Task details: Pull every line containing "lane" from the entries.

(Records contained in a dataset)
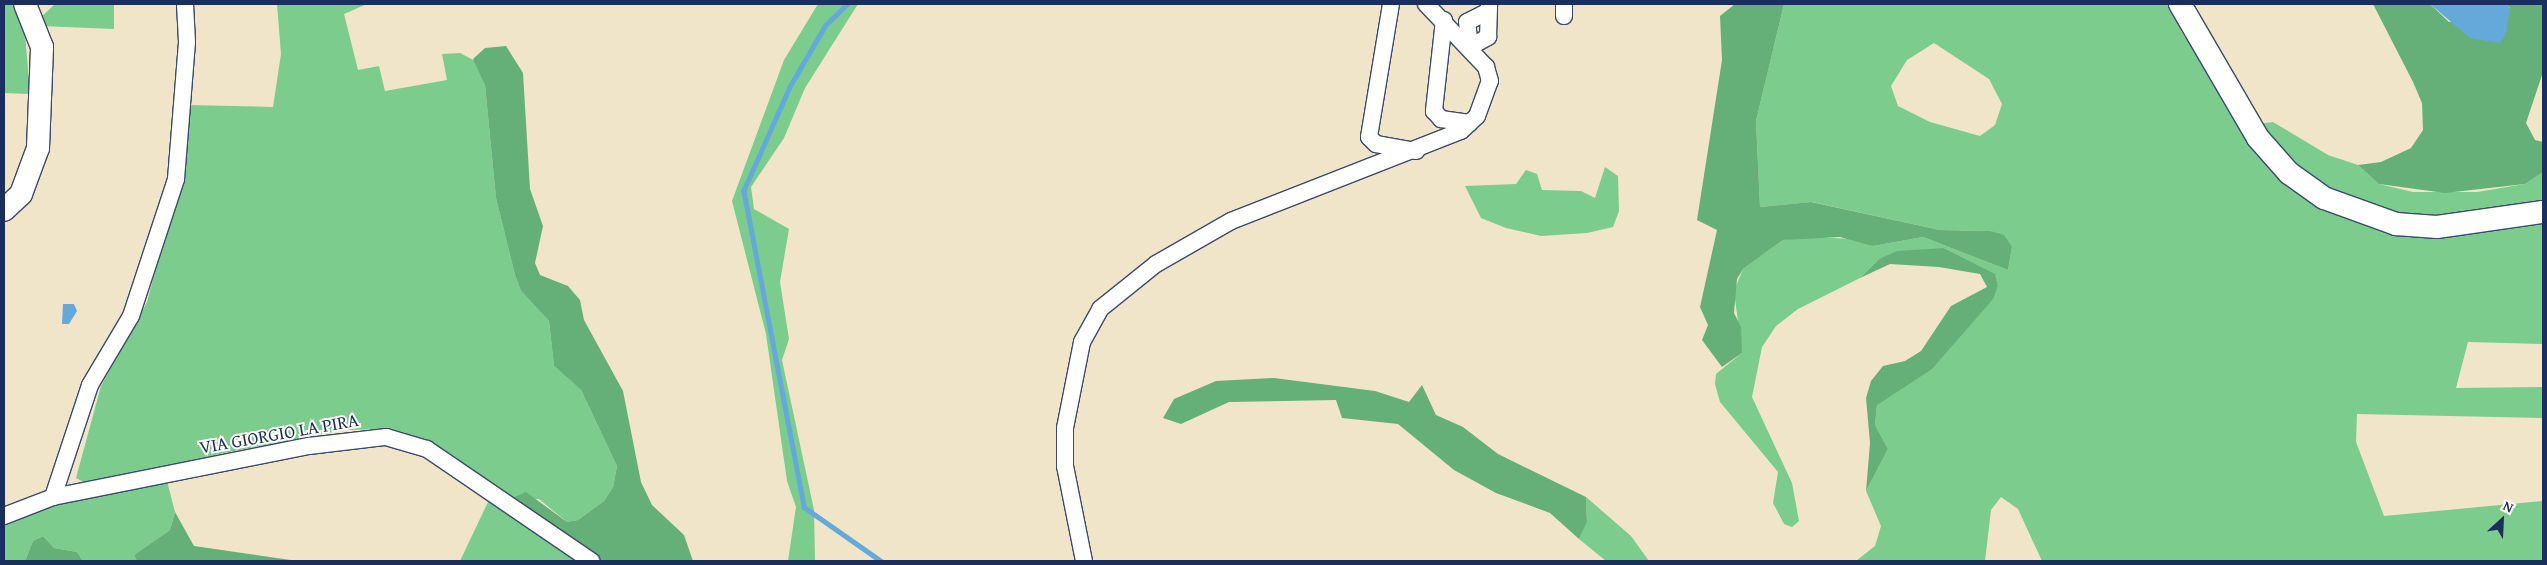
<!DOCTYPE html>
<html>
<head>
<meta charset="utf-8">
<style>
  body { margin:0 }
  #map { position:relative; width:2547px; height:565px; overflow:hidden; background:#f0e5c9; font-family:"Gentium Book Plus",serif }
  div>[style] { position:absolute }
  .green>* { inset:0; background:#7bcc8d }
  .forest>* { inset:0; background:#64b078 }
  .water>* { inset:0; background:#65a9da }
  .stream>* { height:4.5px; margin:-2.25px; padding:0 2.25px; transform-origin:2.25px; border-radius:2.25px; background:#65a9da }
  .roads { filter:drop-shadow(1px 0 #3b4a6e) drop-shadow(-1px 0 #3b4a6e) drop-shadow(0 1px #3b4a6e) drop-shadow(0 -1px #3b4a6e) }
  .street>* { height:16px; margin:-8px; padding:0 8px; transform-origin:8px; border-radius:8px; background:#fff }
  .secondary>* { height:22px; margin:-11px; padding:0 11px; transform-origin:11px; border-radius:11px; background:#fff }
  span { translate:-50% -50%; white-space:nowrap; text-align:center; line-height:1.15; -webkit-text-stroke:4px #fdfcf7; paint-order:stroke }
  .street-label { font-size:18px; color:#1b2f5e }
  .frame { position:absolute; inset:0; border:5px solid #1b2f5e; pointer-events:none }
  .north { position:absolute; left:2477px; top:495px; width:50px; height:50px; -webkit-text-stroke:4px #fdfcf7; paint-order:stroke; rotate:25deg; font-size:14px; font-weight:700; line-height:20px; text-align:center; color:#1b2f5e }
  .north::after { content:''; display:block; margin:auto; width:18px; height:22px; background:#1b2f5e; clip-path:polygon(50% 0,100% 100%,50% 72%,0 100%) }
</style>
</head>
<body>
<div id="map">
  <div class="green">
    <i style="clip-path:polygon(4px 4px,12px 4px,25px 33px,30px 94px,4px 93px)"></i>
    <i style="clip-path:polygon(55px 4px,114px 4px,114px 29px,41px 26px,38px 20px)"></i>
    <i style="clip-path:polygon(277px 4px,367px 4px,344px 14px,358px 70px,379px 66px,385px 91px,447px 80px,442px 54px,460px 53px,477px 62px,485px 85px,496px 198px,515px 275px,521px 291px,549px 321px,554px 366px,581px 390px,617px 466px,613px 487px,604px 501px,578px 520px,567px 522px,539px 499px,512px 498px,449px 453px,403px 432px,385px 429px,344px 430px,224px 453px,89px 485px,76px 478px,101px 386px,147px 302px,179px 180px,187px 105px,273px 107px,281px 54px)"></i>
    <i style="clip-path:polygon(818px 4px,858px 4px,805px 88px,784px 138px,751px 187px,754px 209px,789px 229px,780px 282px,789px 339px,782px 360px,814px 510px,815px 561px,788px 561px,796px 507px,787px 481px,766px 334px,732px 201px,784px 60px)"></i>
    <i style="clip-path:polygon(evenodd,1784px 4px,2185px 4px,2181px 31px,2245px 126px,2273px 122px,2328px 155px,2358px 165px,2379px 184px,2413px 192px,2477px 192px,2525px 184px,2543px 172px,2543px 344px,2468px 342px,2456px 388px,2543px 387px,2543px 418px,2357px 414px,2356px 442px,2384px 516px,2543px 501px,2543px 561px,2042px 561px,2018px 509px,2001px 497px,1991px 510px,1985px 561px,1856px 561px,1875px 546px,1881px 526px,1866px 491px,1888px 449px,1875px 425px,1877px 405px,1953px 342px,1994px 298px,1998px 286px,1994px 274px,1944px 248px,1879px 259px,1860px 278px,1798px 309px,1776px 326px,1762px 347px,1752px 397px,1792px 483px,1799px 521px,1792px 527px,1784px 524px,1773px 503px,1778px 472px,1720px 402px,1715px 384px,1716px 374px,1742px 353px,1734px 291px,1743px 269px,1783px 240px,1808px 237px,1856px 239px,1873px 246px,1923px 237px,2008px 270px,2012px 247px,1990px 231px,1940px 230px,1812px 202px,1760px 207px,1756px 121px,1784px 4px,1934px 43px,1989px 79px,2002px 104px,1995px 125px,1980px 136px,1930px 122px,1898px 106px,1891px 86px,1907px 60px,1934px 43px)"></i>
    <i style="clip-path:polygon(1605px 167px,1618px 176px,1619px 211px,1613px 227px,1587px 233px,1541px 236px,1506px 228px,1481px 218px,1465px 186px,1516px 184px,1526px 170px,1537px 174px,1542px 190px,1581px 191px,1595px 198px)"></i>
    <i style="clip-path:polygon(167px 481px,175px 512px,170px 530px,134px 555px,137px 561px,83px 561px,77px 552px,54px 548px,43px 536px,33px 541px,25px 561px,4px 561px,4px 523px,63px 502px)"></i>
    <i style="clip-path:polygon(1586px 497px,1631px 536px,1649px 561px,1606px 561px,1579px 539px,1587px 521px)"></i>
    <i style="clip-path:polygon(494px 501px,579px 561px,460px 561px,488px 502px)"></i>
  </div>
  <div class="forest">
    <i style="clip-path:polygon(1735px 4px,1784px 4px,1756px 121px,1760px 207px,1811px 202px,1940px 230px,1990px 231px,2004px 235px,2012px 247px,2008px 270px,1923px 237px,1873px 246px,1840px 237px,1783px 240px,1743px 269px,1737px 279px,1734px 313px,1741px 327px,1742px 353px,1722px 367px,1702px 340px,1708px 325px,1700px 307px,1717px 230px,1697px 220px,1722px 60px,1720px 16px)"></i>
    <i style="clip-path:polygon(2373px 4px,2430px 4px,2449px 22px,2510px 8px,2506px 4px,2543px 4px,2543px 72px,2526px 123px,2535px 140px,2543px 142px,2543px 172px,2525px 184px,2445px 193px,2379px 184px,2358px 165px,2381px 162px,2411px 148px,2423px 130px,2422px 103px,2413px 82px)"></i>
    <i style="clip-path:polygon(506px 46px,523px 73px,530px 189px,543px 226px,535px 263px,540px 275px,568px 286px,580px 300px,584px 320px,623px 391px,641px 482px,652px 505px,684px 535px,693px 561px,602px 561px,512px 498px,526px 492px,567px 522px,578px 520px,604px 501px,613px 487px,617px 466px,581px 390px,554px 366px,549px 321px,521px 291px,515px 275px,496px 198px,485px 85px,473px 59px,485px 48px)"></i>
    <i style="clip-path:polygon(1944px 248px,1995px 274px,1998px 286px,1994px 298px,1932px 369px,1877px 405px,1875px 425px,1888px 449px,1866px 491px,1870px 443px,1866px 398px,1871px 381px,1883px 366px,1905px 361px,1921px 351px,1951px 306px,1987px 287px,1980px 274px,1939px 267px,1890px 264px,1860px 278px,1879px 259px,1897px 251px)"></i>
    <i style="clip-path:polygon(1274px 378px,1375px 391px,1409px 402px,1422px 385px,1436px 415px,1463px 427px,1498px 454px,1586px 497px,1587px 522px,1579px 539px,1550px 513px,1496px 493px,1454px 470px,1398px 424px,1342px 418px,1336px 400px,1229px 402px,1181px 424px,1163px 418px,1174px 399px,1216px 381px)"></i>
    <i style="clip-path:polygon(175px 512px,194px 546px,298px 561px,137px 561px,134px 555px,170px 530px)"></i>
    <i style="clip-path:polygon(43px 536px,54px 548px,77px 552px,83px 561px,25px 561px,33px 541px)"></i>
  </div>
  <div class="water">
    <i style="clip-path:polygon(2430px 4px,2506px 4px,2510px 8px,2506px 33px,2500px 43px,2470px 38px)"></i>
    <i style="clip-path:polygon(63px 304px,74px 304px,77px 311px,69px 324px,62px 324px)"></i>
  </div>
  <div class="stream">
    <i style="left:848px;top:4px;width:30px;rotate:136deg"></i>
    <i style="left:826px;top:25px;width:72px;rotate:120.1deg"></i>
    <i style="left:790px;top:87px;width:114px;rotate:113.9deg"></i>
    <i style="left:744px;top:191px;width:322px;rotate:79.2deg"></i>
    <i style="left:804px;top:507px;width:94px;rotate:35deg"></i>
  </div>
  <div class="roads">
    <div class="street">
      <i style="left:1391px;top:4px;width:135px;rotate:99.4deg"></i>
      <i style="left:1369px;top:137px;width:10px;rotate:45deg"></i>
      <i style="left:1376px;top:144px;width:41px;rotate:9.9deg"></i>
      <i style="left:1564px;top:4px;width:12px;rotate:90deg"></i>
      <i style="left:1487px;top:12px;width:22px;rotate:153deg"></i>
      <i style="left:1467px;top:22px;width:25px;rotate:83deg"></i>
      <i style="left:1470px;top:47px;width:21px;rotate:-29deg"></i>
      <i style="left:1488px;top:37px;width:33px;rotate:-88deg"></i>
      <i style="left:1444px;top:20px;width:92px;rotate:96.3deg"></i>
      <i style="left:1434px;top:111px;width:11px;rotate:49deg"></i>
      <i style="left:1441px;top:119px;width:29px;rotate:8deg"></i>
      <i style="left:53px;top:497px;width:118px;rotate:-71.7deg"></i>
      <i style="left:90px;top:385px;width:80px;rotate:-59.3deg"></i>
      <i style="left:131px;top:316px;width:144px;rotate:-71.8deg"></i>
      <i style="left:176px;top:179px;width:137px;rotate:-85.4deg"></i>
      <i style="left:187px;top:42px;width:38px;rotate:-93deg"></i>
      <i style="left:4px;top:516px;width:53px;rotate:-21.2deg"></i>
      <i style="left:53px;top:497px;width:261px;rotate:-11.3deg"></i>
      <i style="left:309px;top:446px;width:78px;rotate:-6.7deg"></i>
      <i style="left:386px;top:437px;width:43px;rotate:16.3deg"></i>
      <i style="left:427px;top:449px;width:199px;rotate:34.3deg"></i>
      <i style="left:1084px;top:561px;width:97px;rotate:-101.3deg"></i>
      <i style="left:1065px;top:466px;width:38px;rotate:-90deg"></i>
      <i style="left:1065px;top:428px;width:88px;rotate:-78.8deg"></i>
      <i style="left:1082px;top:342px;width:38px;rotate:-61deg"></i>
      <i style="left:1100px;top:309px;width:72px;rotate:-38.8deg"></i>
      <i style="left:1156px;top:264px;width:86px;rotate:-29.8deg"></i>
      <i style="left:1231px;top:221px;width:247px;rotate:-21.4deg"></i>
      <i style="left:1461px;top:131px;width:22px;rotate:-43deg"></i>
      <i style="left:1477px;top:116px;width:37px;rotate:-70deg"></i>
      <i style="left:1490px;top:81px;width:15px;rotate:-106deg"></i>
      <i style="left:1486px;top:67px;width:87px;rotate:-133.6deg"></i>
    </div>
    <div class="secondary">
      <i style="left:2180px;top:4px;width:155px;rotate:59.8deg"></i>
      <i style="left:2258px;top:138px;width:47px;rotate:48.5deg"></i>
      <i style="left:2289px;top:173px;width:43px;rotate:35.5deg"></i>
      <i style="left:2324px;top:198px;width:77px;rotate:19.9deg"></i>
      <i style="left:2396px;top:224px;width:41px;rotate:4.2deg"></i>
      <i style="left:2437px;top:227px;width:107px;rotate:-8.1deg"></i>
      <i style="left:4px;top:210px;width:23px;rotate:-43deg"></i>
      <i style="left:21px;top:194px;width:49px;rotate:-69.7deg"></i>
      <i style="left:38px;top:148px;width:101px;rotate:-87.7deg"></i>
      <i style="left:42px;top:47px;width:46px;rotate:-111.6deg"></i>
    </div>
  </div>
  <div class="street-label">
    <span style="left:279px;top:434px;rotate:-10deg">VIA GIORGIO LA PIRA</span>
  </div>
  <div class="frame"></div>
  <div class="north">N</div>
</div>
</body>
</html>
* * *
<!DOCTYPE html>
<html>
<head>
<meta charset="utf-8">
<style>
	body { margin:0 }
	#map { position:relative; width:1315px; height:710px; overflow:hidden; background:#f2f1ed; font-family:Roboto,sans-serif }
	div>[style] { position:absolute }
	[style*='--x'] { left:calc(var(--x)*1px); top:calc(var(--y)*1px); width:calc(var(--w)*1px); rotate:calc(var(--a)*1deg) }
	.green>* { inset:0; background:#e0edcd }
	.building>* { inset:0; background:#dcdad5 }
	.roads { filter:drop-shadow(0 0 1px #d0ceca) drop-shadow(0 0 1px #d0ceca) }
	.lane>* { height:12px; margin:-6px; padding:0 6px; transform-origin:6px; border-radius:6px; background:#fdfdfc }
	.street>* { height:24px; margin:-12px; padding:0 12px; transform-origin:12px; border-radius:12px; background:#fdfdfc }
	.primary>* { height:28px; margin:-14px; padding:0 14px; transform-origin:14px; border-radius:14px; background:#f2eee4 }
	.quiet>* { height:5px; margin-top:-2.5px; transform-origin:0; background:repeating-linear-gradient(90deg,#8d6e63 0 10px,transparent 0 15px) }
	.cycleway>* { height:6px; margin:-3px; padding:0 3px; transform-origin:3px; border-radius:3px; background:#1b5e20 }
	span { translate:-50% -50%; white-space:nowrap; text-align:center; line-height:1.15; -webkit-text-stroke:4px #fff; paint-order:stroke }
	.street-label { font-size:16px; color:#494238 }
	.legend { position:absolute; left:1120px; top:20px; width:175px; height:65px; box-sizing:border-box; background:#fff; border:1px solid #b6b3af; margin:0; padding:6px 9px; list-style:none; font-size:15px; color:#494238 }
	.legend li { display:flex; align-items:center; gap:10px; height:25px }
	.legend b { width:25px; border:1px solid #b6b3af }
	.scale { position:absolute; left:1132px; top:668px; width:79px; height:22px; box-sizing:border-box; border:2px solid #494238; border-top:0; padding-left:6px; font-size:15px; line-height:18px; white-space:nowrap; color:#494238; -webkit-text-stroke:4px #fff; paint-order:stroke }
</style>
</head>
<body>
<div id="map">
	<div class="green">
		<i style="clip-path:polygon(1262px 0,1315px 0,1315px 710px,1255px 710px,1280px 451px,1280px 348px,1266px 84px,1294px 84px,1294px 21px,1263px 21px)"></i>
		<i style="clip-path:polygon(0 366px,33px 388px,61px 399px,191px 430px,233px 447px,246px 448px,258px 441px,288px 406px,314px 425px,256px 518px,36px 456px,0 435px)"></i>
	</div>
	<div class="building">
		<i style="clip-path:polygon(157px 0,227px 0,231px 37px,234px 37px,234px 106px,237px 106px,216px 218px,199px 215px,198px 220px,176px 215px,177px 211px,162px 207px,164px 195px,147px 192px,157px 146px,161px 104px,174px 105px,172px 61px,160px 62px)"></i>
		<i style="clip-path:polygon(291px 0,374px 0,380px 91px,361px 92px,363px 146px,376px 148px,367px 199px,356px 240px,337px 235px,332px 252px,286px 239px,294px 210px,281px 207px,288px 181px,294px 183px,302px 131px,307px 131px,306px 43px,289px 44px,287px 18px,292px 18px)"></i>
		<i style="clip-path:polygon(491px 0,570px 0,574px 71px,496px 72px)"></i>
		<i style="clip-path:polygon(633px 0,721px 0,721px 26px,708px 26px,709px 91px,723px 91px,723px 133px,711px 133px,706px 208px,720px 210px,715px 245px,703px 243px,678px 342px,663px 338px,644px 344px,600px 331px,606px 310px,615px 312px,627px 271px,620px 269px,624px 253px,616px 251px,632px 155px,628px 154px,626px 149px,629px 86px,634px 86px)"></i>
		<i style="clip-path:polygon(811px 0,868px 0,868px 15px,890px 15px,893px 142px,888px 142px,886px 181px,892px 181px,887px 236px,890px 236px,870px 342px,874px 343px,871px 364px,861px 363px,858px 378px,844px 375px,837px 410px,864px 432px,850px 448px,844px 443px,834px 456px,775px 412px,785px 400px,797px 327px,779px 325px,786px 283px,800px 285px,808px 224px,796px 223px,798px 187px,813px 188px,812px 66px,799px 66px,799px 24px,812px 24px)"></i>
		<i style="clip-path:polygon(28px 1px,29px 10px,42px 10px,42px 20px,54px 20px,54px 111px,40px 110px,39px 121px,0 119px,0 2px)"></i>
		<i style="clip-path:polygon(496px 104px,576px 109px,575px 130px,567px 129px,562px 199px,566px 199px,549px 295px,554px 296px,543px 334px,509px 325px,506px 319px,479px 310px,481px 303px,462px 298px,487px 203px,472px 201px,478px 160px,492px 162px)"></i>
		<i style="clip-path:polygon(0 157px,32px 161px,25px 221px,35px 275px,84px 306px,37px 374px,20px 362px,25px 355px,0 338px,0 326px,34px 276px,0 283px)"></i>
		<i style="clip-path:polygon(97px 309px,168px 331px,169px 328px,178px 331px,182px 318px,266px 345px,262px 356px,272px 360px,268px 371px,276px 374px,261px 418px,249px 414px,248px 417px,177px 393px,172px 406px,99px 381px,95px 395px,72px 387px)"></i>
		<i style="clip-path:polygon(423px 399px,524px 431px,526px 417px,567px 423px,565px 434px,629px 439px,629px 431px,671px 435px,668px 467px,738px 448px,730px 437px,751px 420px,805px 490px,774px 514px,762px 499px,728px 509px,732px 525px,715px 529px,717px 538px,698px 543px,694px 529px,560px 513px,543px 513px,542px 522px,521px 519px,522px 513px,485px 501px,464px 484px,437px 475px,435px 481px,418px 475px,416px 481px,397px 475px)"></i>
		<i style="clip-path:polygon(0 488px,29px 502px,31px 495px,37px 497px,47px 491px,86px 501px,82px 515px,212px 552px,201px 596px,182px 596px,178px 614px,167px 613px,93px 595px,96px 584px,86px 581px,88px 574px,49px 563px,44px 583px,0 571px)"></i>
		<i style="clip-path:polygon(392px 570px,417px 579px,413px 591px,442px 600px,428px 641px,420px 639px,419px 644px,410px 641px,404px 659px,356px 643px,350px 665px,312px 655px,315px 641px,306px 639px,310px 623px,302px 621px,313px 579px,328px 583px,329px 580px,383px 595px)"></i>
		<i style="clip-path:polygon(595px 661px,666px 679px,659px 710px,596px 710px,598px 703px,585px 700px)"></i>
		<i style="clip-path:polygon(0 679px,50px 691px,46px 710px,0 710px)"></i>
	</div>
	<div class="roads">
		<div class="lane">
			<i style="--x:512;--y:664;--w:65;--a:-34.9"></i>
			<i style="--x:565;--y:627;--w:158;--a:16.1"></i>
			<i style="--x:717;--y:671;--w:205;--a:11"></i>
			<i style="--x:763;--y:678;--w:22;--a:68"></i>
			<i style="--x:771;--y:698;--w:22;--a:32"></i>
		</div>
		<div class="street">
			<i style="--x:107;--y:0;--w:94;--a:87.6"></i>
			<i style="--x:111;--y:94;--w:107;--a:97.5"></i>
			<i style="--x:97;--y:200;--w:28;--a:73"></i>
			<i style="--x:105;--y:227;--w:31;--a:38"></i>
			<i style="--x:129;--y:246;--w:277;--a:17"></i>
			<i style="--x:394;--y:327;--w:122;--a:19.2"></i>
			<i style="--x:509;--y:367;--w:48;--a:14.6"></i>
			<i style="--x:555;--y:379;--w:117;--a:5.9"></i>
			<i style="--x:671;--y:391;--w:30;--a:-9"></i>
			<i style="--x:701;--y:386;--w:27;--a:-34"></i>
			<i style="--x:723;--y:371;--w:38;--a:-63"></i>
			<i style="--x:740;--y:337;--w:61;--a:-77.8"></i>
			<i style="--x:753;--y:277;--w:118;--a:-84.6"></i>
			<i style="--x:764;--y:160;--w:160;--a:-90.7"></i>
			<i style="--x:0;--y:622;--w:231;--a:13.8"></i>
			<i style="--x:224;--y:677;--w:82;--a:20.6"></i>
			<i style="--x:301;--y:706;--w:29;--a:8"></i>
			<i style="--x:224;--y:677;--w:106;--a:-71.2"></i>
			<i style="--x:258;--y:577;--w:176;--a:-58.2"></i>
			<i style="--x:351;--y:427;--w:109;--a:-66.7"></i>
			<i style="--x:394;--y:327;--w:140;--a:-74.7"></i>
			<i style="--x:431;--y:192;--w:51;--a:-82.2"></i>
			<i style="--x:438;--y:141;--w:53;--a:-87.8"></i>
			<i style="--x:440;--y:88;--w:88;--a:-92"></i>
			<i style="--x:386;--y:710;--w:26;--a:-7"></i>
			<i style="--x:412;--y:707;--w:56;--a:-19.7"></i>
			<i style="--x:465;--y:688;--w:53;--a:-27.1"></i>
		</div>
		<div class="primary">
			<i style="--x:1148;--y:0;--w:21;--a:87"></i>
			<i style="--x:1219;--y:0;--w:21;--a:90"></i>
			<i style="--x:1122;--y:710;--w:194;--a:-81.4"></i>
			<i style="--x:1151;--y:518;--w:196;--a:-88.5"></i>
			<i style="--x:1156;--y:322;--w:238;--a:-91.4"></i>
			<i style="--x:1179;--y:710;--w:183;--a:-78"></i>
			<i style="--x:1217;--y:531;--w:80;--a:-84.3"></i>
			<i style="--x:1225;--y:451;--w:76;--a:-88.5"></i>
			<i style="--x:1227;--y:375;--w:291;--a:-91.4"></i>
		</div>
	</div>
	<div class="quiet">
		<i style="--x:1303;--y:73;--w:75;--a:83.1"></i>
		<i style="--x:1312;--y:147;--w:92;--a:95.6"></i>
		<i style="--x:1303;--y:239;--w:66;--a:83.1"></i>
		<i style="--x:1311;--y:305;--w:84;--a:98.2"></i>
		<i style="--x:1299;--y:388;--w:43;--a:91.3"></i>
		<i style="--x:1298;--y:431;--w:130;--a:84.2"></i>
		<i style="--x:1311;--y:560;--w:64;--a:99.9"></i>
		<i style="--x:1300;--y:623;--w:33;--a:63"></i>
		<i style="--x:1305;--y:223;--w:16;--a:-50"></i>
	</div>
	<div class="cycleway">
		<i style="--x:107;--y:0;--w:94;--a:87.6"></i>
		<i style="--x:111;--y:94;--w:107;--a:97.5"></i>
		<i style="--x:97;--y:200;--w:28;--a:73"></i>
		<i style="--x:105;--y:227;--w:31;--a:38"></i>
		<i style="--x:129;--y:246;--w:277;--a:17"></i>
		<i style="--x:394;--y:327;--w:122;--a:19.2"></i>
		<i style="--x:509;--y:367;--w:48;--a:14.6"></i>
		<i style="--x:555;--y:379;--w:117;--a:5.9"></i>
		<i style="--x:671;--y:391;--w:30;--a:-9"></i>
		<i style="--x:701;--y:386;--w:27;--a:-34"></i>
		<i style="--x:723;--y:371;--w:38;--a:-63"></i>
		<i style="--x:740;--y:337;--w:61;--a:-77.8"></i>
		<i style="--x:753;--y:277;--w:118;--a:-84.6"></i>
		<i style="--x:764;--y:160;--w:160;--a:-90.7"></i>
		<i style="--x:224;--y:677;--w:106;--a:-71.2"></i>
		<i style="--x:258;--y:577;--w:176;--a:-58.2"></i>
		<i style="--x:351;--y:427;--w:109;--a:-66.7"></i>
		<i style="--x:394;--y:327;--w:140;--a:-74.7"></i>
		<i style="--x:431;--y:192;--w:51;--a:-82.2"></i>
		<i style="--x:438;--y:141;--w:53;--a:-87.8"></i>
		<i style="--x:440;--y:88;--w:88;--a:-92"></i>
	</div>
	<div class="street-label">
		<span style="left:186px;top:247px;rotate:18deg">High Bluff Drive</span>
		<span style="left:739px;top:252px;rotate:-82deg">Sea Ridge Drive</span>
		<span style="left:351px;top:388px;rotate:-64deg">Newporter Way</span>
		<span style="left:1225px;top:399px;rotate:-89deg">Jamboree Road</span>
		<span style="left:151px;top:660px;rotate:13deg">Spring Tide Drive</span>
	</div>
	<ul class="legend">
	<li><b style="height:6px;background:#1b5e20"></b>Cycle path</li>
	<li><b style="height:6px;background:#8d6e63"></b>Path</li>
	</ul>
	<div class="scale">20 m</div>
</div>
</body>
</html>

Response to the exercise:
	.lane>* { height:12px; margin:-6px; padding:0 6px; transform-origin:6px; border-radius:6px; background:#fdfdfc }
		<div class="lane">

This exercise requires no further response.